New Kenny Chesney Music

 

Kenny Chesney Drops “Carry On” Empowerment
FIRST NEW MUSIC IN MORE THAN TWO YEARS LANDS MAY 8
Cascading Melody, Bluegrass Harmony, Reggae Undertow on the Bridge --
It’s a Hybrid Cocktail of How to Live + Love Life with Absolute Joy
“Carry On” Single Art | Courtesy of HEY NOW Records
NASHVILLE, Tenn. – Nobody mixes genres, rhythms and postcards from life like Kenny Chesney. Just listening to “Carry On,” the ebullient cocktail of iconic bartender wisdom from the man the Los Angeles Times called “The People’s Superstar,” one is served a masterclass in the things that matter, the joy that should be harvested no matter what else is going on and the choices we’re given on a daily, even hourly, basis.
 
After spending 2025 as the first solo headliner and first country artist to play Vegas’ Sphere, two No. 1 New York Times best-seller list debuts for Heart Life Music, which was deemed “a love letter to the journey,” and induction into the Country Music Hall of Fame, the East Tennessee songwriter/superstar returns to music with new waves of inspiration and passion for the laidback magic of being completely, unabashedly alive.
 
Quick to empower people to see the glass as half full, Chesney serves “Carry On,” where electric guitars cascade into a molasses melody and the lyrics capture a picture-perfect polaroid of a barmaid who’s figured out the secret of life. Sixty-nine, smoking hot and pouring drinks at Key West’s legendary Schooner Wharf, the heroine who “kissed Elvis” and had stories that “would make Penny Lane jealous” knew how to shake off what didn’t matter – with a bridge that declares, “If it feels good do it, if it doesn’t, then don’t…”
 
“It felt great in the studio,” explains Billboard’s Top Country Artist of the 21st Century. “Sometimes when you’re running down a song, it all just falls into place because it just feels good. ‘Carry On’ was fun, because of all the different genres we drew from. Plus, I love a chorus that throws life wide open – and reminds you how to find the light no matter what’s happening.”

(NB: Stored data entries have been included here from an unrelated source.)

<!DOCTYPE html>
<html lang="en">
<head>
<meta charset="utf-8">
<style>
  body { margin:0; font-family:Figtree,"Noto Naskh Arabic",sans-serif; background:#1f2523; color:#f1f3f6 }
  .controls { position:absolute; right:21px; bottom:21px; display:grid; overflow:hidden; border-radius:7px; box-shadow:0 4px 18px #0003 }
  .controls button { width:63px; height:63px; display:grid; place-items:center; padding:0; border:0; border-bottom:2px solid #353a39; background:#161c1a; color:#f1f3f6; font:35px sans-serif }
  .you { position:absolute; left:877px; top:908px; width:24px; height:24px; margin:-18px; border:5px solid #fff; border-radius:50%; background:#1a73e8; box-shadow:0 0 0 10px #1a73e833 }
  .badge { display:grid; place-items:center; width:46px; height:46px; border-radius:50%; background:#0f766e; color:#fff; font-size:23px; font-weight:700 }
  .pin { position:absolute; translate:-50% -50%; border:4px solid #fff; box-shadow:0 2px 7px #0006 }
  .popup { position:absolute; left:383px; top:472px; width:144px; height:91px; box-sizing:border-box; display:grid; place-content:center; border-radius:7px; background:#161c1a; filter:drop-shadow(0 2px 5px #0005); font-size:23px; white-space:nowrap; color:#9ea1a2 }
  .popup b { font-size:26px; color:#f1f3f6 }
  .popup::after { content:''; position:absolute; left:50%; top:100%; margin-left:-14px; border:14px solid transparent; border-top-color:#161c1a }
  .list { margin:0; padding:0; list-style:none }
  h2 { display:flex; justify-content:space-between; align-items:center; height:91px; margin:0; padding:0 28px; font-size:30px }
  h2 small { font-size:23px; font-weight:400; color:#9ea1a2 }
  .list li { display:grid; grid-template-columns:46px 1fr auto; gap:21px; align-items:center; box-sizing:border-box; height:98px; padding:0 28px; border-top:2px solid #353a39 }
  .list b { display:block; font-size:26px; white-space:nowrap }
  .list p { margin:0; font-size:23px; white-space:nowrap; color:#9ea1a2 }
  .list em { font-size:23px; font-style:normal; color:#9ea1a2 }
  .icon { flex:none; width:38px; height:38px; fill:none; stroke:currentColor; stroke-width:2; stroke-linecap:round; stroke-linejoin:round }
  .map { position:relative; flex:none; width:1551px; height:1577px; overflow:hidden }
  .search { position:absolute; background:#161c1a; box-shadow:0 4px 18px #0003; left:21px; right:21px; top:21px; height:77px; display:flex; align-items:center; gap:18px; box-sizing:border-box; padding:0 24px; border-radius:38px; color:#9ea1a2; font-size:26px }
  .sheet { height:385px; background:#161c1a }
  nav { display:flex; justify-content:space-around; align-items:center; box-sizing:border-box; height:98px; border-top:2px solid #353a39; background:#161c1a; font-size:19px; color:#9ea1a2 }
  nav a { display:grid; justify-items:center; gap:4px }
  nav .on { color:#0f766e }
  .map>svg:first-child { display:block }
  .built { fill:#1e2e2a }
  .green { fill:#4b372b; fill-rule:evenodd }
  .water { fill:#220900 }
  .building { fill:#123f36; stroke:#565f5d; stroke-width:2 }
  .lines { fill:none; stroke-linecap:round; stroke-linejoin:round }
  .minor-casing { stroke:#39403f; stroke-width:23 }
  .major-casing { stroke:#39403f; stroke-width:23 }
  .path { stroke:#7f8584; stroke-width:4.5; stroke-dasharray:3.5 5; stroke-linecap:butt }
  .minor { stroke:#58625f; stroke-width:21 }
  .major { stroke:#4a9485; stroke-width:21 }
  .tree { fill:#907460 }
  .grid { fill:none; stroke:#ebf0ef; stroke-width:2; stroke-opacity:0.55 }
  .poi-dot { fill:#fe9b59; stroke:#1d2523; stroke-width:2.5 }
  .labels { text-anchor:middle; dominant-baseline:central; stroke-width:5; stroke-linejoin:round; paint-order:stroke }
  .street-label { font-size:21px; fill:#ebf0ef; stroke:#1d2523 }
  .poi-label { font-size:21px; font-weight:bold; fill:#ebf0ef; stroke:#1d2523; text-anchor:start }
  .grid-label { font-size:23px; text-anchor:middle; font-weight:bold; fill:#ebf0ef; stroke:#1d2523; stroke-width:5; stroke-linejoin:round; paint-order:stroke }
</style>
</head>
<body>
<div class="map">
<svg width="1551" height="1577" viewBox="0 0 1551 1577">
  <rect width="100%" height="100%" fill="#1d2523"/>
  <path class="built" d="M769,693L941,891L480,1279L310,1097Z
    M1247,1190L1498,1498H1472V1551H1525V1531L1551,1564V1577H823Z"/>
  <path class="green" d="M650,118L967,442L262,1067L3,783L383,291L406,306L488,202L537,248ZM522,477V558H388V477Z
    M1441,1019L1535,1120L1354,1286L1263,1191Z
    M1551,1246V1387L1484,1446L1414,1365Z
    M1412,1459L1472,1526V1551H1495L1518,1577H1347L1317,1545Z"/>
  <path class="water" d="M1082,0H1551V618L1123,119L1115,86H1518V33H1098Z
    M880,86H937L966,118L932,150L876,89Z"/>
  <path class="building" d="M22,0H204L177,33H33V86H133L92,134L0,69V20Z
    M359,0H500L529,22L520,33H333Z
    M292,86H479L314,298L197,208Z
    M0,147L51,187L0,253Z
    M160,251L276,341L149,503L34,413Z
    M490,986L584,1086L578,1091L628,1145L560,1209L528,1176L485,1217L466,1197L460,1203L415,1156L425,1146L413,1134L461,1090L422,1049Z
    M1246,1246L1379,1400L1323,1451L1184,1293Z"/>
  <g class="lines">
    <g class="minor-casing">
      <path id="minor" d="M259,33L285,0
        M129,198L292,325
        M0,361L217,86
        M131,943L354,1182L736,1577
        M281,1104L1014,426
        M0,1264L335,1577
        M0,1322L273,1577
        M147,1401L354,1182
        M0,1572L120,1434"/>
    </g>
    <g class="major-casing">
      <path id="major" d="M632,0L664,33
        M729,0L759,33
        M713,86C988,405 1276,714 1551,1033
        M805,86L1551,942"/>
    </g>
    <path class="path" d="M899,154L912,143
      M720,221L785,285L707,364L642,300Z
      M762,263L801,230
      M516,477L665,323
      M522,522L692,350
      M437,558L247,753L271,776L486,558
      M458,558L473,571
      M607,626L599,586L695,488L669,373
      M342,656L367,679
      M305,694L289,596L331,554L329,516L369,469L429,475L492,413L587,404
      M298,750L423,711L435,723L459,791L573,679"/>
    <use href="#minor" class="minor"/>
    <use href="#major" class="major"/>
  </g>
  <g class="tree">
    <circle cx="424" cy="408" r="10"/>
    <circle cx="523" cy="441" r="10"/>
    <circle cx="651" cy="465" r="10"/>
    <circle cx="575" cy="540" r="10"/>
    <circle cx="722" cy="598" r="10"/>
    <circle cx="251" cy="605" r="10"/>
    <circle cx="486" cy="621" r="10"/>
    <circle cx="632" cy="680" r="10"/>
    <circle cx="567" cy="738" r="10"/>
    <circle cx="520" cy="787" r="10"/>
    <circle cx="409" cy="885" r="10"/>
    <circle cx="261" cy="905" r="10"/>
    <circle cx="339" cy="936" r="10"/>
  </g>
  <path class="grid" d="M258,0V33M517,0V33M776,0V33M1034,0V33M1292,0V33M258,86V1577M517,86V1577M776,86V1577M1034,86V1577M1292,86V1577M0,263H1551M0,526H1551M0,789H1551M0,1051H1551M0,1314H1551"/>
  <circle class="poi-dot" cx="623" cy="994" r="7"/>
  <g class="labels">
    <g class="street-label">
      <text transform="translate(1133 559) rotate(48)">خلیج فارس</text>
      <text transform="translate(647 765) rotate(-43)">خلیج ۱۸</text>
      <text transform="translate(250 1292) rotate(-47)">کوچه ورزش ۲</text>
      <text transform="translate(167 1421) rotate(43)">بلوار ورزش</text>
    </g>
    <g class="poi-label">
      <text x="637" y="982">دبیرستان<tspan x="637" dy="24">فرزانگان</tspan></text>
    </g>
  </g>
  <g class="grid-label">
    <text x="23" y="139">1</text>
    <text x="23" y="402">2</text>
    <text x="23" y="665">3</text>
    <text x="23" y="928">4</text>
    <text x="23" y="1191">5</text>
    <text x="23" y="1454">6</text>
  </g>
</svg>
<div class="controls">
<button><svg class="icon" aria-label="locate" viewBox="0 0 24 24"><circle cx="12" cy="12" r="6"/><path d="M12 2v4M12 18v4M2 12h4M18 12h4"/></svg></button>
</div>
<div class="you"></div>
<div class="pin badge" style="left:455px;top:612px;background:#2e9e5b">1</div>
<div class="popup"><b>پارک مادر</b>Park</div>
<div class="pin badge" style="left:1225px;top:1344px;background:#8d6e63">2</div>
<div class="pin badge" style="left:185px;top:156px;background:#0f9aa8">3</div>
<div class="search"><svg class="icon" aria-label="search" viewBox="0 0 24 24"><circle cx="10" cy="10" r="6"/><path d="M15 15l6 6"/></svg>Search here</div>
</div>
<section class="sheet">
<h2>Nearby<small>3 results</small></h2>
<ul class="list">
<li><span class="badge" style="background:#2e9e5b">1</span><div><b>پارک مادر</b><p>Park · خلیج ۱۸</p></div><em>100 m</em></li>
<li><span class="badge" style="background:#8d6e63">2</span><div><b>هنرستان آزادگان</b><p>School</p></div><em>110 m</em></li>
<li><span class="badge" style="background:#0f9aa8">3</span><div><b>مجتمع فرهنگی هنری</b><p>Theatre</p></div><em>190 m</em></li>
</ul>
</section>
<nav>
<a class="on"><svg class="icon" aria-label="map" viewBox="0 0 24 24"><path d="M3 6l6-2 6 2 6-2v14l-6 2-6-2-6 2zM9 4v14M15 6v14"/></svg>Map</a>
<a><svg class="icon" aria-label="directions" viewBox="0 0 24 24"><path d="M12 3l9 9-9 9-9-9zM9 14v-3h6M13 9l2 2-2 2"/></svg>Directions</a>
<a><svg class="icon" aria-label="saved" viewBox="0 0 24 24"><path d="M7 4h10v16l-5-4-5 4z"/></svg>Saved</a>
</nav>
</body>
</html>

Crystalizing that truth, the chorus – which begs for arms-around-each-other shout-alongs – offers a benediction that delivers everything you need on a Tuesday morning or a white-hot Saturday night. Warm baritone forward, he leans into the declaration with gusto:

Carry on karaoke, it don’t matter if you can’t/carry a tune in a bucket anyways
Carry on, who cares what the naysayers say/if it’s Saturday night get carried away
Carry on, carry on, you can’t carry nothing with you and it won’t be long…
til it’s six carrying you home… til then you gotta carry on…”

 
Co-producing with Buddy Cannon, Chesney reaches – as always – for the hardcore positive vibes that define his outlook and what his songs are made of. In the same vein as the multiple-week No. 1s “American Kids,” “Save It for a Rainy Day” and “Get Along,” “Carry On” is a road map to inspire through tough times, good times and all the other times in between.

“Nothing lifts a mood like music. It’s something people can find their attitude adjustment in without doing too much work,” Chesney says. “I love that this song says, ‘Get out there and sing, even if you can’t carry a tune in a bucket – because that’s real. We don’t care how you sound, we just wanna see everybody with their hands up, singing along with everything they’ve got. Those songs that change your energy are everything.”
 
Mixing his 20th studio release, Chesney’s focus remains great songs, pushing boundaries without betraying who he is and finding hits that open up possibilities for what feeling good sounds like.